Task directions:
Only the lines containing "small" belong in the answer; find them in the material below.
_ _ _ _
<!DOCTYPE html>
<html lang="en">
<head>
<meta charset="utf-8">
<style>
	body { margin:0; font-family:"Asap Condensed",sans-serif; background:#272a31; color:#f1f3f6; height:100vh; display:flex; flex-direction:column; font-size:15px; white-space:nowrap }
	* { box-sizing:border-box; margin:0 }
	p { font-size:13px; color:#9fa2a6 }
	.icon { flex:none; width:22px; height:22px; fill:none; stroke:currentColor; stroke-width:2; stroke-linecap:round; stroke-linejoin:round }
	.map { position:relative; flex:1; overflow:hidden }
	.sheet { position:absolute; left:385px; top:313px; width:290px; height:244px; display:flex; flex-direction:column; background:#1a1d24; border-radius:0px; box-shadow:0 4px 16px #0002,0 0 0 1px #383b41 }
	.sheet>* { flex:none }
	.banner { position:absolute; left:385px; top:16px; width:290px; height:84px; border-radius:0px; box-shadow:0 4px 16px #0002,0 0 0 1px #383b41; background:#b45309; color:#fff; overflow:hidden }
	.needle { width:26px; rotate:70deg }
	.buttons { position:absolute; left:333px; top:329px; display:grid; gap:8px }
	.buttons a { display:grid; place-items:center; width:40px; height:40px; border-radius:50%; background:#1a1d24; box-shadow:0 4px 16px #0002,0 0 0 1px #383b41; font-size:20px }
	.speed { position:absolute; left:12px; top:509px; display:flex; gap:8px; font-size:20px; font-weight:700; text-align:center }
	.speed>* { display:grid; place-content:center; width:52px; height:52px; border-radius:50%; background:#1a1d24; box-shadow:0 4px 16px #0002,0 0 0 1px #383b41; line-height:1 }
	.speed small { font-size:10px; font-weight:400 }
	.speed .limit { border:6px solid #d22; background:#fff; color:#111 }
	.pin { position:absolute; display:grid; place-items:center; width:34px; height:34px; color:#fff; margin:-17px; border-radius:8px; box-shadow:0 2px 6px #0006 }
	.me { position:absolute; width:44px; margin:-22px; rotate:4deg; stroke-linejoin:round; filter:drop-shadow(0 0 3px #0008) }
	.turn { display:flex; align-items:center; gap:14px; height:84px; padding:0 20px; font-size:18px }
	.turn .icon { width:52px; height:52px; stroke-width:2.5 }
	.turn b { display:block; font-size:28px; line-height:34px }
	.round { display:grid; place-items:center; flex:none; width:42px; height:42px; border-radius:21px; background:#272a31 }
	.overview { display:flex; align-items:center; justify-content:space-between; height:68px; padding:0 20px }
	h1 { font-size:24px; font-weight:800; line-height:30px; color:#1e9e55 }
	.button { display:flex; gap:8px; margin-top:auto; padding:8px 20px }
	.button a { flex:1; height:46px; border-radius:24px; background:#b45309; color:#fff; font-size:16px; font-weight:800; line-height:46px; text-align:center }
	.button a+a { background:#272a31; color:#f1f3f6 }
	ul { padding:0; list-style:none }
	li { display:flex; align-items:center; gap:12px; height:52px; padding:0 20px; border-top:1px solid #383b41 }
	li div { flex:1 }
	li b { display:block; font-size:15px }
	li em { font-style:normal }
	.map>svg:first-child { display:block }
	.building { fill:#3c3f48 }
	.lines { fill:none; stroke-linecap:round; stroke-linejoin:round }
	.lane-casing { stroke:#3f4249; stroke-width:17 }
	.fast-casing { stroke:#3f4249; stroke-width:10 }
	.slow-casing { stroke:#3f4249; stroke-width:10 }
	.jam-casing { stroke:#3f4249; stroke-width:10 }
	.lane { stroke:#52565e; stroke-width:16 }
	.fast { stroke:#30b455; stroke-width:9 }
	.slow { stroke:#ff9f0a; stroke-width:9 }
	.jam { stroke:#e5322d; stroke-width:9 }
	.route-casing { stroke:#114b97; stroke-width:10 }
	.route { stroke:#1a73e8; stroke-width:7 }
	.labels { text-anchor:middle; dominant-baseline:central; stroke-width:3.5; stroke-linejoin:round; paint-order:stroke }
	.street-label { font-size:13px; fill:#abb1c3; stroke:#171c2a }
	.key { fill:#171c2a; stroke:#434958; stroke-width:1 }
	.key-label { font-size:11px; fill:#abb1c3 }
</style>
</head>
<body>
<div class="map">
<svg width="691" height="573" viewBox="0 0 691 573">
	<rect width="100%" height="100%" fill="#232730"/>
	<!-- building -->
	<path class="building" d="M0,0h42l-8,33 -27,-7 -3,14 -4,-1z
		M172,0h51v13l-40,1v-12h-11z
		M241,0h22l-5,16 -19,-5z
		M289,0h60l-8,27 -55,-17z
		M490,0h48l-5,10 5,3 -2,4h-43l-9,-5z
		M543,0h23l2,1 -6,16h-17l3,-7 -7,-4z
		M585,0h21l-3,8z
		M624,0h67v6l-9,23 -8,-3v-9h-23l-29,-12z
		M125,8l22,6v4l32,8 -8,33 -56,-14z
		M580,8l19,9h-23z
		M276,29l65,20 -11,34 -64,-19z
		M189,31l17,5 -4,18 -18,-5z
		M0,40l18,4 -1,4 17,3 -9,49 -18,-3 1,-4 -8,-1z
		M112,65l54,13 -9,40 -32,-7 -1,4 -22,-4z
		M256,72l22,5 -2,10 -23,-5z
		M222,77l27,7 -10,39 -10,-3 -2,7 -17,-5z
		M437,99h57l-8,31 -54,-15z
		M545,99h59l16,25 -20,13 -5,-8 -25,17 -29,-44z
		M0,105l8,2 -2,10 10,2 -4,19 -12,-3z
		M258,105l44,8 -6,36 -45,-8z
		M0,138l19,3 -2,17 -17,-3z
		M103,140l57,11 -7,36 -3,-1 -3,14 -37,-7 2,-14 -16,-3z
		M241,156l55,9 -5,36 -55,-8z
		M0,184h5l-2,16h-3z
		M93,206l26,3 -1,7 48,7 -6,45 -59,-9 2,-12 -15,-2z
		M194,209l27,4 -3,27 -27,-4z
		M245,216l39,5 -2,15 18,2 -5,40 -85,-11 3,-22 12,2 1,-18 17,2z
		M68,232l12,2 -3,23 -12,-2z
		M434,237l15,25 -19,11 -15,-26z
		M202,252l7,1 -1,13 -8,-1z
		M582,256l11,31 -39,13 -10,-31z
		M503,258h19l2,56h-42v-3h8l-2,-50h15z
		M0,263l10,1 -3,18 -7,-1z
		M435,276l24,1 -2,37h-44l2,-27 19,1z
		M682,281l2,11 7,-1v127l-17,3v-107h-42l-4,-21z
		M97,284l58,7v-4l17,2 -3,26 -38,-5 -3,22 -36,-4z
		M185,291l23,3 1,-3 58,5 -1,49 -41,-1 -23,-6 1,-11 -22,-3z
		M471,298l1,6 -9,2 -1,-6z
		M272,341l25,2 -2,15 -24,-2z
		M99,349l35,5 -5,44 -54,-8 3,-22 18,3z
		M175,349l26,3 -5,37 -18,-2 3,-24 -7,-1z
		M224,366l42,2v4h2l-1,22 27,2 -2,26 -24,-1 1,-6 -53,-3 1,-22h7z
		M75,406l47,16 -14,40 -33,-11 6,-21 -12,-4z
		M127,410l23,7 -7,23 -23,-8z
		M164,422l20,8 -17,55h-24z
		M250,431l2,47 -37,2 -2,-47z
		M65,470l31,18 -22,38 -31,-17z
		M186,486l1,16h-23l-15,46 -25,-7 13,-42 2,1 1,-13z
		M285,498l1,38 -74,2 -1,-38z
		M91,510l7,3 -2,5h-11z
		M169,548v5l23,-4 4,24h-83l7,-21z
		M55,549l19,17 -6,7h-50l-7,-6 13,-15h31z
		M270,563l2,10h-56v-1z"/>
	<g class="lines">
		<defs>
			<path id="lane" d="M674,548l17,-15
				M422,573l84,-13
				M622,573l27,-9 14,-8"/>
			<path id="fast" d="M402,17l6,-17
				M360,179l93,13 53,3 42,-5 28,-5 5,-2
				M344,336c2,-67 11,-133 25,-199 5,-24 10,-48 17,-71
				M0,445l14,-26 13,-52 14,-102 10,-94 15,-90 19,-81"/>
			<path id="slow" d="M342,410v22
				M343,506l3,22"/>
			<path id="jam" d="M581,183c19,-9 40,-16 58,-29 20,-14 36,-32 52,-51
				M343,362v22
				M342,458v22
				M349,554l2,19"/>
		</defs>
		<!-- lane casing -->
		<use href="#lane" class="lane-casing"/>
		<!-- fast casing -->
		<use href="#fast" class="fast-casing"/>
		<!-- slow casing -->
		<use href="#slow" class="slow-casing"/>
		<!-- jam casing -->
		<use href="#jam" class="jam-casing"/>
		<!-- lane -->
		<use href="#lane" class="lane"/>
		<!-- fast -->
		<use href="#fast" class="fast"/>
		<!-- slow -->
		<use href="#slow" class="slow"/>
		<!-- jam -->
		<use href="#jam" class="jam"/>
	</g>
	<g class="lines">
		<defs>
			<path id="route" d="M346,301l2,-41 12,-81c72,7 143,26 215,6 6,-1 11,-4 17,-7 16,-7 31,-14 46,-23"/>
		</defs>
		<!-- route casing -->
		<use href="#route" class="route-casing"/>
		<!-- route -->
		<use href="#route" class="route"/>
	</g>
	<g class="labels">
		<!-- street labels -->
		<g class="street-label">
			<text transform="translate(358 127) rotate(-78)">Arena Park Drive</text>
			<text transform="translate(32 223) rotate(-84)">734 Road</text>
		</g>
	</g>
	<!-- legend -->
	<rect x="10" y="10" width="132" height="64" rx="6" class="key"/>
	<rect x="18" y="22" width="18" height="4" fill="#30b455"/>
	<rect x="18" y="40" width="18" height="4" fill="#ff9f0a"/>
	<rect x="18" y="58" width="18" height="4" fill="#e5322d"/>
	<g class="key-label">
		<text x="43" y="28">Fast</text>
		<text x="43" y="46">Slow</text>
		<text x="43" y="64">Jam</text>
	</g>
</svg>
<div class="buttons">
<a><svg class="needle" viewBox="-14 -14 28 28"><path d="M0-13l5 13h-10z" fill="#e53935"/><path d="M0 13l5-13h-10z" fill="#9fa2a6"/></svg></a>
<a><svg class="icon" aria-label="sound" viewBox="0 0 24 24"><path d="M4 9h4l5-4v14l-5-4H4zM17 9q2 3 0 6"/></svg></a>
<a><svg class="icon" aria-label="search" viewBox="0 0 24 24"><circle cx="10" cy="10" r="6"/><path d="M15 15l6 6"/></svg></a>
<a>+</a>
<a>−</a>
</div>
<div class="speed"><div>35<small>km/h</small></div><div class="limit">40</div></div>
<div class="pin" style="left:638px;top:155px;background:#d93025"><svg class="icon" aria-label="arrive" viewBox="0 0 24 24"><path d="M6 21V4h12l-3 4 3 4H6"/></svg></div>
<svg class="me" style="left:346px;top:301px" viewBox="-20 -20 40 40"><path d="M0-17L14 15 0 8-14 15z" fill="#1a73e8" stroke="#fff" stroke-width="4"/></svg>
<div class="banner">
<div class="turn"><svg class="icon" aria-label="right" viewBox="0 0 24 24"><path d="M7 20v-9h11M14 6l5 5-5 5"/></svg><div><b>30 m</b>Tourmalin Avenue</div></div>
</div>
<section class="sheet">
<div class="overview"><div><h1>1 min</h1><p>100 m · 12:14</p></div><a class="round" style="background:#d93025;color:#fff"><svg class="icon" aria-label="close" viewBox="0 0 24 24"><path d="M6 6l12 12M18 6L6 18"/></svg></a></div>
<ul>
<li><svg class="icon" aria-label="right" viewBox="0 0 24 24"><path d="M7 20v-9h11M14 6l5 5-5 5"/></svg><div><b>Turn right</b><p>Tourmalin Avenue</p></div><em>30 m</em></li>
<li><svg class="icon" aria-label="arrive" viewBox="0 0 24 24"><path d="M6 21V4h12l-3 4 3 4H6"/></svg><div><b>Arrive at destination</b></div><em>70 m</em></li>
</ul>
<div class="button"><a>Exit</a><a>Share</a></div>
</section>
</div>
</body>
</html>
_ _ _ _
Answer to the exercise:
	.speed small { font-size:10px; font-weight:400 }
<div class="speed"><div>35<small>km/h</small></div><div class="limit">40</div></div>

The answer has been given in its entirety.